**What you have to do**
Isolate every line in the records below with "display" in it.

[Stored items]
/---
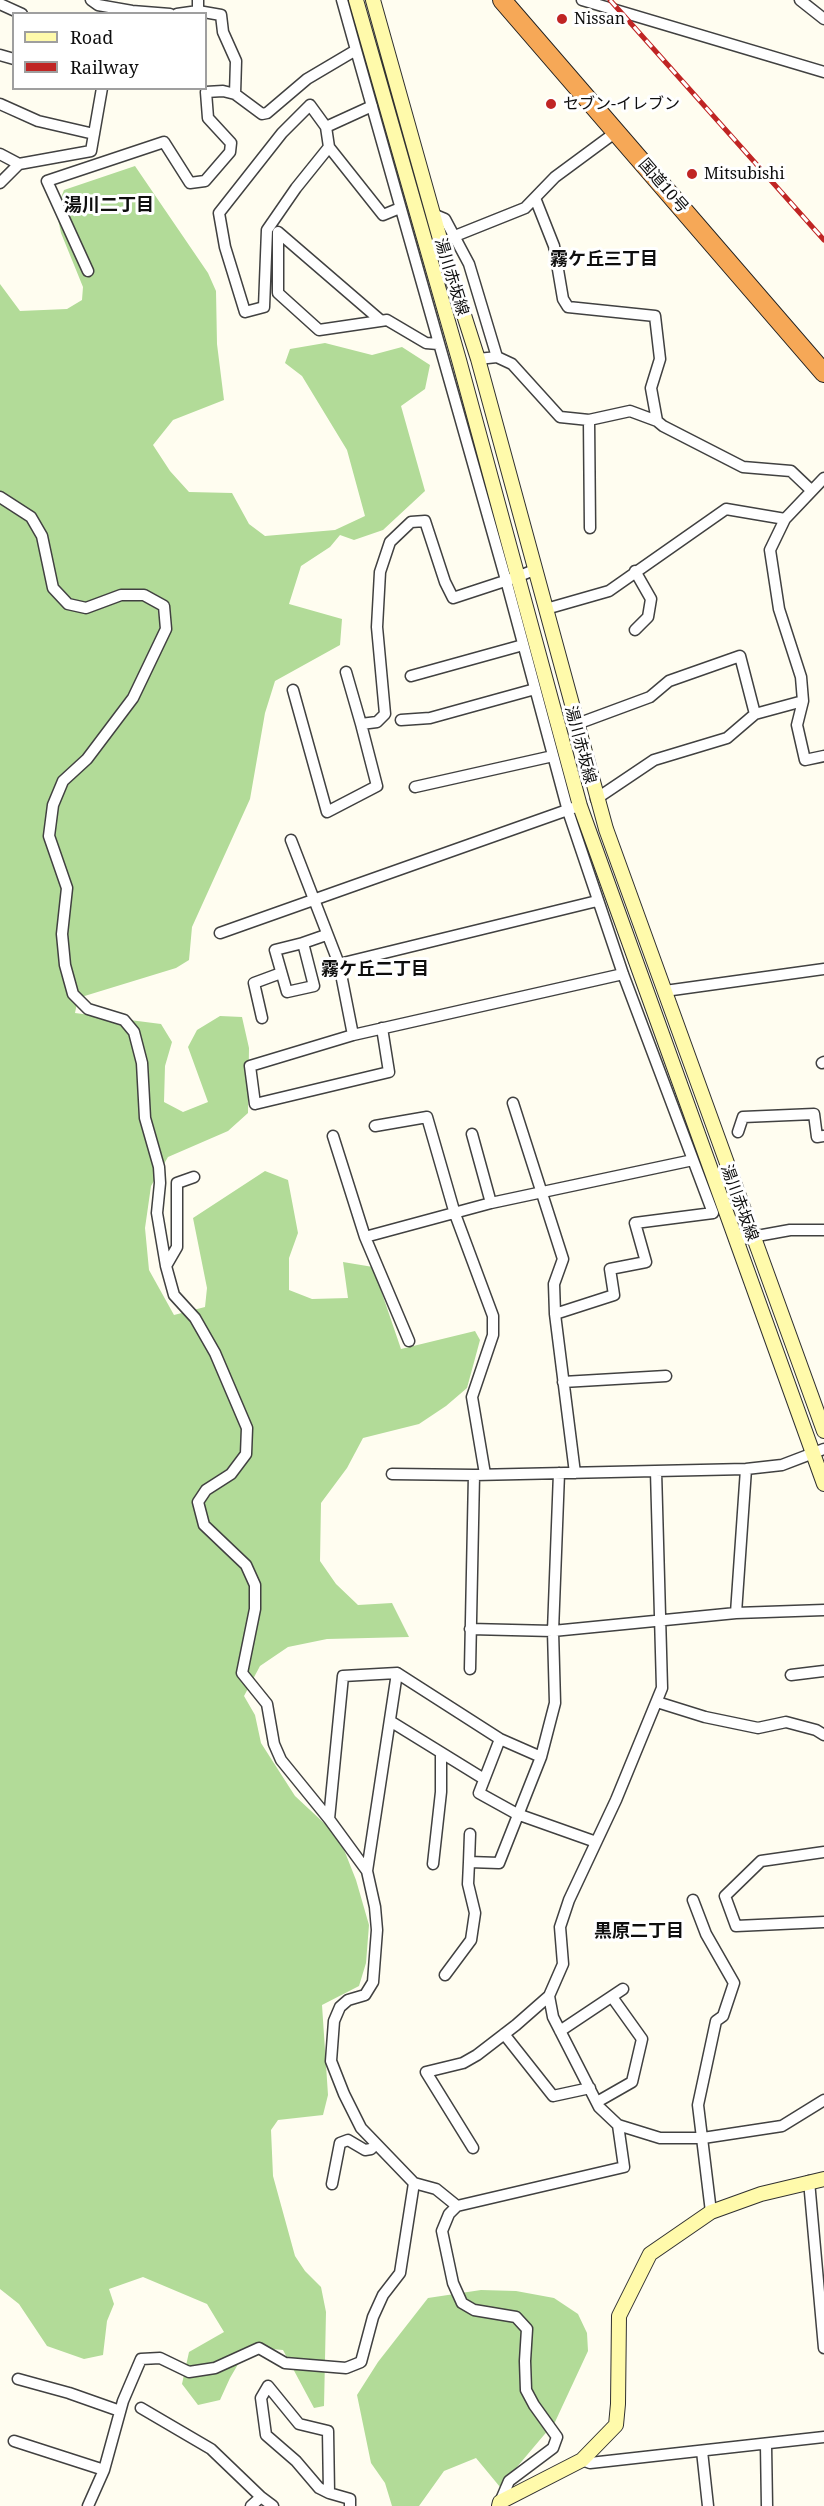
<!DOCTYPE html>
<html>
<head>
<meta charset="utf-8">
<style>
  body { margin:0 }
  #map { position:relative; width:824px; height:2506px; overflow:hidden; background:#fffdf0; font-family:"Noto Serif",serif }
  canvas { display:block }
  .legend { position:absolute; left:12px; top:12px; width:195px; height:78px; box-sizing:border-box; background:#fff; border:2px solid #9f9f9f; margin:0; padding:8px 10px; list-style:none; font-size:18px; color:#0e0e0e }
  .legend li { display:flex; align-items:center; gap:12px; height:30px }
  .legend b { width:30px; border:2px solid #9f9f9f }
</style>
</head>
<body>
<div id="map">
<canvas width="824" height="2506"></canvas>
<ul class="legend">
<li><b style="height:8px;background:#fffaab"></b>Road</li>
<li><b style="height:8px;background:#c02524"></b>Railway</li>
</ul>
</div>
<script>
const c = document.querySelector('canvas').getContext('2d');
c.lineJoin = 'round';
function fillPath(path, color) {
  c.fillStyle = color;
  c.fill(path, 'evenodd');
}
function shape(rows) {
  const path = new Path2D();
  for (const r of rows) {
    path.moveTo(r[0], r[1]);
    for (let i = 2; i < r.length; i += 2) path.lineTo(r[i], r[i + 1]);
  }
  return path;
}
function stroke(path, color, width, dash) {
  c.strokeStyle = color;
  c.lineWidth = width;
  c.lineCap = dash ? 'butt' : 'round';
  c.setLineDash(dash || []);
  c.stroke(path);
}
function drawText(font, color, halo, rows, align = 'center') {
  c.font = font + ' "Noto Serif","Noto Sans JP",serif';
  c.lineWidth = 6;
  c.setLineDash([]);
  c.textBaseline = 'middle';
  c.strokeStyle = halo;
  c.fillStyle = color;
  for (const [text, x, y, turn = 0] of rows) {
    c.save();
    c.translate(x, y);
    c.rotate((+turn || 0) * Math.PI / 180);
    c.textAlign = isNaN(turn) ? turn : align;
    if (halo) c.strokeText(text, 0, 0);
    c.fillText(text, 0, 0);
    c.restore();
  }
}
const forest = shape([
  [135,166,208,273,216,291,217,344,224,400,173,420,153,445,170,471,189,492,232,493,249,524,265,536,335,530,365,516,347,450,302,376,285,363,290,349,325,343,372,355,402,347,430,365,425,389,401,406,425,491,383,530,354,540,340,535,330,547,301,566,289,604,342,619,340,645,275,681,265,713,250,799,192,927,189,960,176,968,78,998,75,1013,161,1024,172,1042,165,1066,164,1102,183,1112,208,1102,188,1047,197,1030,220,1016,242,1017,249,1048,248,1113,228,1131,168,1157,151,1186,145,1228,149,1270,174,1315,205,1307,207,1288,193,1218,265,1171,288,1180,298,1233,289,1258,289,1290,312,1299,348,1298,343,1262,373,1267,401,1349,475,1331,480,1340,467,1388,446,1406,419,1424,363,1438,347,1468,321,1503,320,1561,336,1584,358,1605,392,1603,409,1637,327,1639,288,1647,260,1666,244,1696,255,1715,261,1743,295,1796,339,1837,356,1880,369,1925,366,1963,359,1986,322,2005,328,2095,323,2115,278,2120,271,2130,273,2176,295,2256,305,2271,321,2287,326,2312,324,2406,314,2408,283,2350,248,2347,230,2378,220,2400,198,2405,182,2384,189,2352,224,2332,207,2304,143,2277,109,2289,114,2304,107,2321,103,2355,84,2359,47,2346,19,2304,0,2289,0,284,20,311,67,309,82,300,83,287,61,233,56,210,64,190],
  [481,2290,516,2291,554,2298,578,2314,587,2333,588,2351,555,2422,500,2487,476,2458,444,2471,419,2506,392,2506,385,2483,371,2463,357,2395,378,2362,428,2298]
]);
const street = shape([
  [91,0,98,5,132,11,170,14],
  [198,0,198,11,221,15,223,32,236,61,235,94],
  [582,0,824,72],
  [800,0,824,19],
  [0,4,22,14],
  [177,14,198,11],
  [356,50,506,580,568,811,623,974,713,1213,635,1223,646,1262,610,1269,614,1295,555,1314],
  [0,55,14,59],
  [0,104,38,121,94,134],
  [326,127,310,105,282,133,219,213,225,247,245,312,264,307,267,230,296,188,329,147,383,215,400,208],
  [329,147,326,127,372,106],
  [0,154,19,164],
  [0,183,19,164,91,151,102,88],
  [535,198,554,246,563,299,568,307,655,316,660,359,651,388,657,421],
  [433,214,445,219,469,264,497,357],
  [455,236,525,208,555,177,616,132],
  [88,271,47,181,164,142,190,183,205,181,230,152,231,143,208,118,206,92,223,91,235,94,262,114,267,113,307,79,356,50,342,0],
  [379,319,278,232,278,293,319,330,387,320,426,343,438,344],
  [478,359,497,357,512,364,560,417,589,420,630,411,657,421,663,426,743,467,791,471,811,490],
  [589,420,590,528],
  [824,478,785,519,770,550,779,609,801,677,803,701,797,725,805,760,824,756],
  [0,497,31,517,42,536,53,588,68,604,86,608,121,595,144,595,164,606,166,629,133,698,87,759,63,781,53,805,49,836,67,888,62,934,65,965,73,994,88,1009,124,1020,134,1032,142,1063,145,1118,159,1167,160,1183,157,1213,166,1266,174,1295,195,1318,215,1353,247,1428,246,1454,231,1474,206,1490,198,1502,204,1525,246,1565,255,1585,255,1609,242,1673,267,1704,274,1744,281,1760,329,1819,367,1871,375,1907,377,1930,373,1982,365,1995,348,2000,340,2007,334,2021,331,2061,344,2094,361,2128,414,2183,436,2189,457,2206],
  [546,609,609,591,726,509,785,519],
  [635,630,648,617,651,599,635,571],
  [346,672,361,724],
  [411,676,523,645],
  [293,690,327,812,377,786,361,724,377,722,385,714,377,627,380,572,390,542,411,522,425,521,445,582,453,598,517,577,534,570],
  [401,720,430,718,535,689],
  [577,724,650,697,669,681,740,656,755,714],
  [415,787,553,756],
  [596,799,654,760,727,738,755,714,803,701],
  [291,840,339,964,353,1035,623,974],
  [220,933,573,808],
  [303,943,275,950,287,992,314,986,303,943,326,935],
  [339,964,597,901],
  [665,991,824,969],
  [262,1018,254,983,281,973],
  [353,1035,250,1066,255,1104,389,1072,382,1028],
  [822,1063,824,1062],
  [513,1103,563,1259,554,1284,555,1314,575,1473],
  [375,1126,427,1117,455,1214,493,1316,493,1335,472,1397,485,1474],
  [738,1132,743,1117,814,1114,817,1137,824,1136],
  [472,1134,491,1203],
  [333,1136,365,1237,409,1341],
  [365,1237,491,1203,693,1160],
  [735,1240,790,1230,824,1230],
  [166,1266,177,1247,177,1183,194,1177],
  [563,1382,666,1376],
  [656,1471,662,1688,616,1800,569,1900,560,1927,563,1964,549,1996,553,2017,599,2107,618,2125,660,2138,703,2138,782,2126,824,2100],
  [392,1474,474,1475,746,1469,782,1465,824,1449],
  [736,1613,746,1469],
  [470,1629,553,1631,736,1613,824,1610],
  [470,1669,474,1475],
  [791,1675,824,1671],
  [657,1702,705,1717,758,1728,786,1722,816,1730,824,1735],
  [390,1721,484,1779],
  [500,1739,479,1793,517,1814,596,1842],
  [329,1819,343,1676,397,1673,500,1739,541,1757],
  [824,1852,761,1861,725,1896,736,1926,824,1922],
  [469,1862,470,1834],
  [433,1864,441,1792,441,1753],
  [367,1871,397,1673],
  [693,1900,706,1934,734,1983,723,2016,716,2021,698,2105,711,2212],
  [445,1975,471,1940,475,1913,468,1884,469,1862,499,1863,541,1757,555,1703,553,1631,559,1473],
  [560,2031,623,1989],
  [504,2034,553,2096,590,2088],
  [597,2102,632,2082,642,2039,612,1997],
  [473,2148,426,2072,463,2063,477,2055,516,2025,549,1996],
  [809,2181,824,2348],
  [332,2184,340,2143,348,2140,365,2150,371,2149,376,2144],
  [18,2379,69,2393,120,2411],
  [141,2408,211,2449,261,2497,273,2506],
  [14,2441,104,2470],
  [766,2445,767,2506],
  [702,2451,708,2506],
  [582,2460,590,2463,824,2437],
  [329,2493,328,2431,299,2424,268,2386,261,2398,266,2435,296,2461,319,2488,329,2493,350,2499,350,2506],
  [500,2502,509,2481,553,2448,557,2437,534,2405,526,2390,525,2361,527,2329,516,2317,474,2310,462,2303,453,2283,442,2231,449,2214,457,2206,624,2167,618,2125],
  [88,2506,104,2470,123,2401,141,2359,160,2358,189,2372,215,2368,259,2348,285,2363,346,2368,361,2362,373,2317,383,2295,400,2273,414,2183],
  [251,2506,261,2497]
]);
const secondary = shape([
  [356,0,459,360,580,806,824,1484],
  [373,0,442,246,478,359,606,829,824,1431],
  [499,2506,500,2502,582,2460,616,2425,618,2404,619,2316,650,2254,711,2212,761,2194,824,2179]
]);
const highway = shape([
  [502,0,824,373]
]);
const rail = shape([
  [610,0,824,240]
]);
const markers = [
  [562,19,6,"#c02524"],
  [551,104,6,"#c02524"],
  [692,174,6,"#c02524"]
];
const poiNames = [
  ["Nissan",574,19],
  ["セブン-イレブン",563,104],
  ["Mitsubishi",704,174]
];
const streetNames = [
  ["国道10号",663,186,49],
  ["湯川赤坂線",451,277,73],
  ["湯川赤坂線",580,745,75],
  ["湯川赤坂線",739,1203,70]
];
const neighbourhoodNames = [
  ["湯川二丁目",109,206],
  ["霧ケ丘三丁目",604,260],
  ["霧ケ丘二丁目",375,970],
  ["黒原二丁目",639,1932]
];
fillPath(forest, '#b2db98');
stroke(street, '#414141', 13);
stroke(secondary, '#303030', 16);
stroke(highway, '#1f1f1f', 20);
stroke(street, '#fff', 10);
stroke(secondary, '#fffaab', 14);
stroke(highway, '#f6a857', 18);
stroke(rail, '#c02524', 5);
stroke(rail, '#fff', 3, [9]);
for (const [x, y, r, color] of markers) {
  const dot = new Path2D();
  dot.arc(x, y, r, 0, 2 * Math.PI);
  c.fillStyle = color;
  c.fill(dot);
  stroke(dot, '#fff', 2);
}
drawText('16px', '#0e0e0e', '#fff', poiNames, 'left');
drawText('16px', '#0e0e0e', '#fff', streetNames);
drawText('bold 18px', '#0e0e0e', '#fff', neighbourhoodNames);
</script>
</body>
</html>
\---
**Response to this exercise**
  canvas { display:block }
  .legend li { display:flex; align-items:center; gap:12px; height:30px }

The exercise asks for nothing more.